What is the "opposite" of a forgetful functor?

Question

Consider a category $C$ and a monoid $M$. Consider a functor $F:C\to M$. It maps the objects of $C$ into the only object of $M$. But I don't want it to map every morphism of $C$ into the identity on $M$. If $f$ is a morphism in $C$, I would like in general $F(f)$ to be non-trivial.

Intuitively, this functor forgets only the underlying graph, and preserves (some of) the operations. In a way, it is the opposite of a forgetful functor.
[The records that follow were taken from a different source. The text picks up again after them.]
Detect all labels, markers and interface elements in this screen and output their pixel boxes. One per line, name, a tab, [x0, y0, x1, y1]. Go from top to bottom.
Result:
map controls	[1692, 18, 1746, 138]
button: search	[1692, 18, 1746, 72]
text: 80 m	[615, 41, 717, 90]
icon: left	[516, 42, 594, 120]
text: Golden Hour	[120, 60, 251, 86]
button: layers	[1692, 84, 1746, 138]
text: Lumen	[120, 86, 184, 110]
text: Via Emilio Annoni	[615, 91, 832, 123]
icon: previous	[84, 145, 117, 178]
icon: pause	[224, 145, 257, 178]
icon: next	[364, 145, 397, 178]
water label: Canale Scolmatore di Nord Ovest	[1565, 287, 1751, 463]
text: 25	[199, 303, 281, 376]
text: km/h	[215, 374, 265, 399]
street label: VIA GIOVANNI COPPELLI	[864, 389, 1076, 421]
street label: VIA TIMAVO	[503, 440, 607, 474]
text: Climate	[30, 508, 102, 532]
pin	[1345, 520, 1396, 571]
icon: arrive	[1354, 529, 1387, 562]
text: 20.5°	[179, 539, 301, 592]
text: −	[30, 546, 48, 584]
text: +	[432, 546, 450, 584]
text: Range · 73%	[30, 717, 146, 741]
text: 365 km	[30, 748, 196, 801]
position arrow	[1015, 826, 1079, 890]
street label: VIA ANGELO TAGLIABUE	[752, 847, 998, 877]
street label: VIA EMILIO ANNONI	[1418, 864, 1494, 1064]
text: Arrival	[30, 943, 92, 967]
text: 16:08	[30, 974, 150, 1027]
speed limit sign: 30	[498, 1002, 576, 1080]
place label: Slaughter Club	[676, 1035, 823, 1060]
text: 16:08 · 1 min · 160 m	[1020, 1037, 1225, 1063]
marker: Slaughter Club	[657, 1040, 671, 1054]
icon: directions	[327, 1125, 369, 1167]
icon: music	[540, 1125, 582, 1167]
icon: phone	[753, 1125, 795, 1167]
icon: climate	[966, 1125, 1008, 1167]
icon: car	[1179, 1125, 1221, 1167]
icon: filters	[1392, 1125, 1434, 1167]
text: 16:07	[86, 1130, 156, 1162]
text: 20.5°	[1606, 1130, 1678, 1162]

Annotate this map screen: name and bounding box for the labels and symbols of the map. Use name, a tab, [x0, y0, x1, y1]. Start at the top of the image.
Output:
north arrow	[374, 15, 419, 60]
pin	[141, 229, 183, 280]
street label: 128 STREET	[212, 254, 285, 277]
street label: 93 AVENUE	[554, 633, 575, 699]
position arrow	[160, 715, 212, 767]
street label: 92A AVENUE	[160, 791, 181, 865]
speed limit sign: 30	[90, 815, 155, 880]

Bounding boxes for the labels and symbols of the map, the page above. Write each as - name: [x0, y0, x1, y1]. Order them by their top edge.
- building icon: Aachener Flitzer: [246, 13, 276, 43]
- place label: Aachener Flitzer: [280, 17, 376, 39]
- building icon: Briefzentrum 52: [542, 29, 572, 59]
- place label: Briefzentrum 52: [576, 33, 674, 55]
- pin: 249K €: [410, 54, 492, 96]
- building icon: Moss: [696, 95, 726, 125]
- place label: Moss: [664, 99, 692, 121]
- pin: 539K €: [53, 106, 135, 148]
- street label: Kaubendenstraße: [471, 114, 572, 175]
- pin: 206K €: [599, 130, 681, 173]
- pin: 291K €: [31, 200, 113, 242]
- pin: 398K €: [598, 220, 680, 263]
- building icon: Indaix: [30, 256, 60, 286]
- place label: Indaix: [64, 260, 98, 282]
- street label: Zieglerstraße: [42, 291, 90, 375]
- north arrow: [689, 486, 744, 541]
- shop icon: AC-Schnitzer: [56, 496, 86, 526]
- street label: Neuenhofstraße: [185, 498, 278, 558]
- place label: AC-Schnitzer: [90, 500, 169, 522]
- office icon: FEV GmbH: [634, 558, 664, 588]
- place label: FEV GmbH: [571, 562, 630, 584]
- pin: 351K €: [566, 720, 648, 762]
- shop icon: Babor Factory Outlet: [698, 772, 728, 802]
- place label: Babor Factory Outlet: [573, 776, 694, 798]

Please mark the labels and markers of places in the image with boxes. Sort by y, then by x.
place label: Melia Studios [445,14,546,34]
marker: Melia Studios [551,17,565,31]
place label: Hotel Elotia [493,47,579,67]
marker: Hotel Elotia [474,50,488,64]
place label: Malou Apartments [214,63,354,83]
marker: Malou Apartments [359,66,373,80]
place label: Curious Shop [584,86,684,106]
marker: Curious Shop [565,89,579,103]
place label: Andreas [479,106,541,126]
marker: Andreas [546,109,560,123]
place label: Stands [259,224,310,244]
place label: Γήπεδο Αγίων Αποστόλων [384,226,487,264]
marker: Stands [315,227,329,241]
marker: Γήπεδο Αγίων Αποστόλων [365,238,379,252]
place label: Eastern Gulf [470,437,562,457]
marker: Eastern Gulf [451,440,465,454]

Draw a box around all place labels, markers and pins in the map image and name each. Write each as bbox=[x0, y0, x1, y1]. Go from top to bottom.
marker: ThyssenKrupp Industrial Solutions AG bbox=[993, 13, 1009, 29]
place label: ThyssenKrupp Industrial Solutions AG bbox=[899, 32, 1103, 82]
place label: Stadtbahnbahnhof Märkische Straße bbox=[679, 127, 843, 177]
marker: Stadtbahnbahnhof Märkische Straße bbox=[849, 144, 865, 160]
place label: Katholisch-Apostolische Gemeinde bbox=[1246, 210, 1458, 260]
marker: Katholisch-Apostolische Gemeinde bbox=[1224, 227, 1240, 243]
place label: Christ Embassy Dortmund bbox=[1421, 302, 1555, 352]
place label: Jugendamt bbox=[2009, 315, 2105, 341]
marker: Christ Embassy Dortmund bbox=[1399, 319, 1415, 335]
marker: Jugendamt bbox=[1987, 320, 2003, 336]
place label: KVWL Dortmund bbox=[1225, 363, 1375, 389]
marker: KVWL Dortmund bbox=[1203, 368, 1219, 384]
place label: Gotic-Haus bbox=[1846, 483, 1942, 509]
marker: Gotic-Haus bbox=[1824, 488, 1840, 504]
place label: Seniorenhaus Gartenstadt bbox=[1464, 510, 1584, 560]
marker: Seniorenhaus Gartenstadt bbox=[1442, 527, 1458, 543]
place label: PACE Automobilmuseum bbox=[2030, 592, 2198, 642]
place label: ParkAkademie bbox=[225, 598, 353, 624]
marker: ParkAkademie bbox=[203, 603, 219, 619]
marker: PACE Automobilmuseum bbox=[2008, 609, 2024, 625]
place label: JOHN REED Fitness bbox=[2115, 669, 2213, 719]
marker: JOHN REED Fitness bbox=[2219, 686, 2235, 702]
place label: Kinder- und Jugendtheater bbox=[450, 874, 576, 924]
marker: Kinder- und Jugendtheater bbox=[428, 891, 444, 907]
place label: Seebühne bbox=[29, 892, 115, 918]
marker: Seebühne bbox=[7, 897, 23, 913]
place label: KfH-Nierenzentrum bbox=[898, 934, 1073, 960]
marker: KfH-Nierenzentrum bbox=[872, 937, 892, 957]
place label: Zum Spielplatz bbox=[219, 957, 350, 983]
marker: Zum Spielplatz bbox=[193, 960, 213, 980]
Does a functor with such properties have a name?

Answer 1

There is a construction of a "universal morphism" in Brown's Topology and Groupoids, chapter 8.1. We assume that $G$ is a groupoid, $\sigma:\text{Ob}(G)\to X$ is a set map. Then we can construct a groupoid $U$ whose object set is exactly $X$, and a morphism $\barσ:G\to U$ whose object function is $σ$. The idea is similar to the construction of the free product of groups. We form words of different lengths, where a word of length $n$ from $x$ to $x'$ is a tuple $$a=(a_n,...,a_1)$$ such that each $a_i$ is in $G(x_i,x_i')$ and
(a) $ x_i'\ne x_{i+1}$
(b) $σx_i'=σx_{i+1}$
(c) $σx_i=x,\ σx_n'=x'$
(d) no $a_i$ is the identity

Recall how we form a word in the free product of groups $G_i$. We write $a_1a_2...a_n$ where no adjacent elements can be multiplied (which means they come form different $G_i$), and also no $a_1$ is the identity.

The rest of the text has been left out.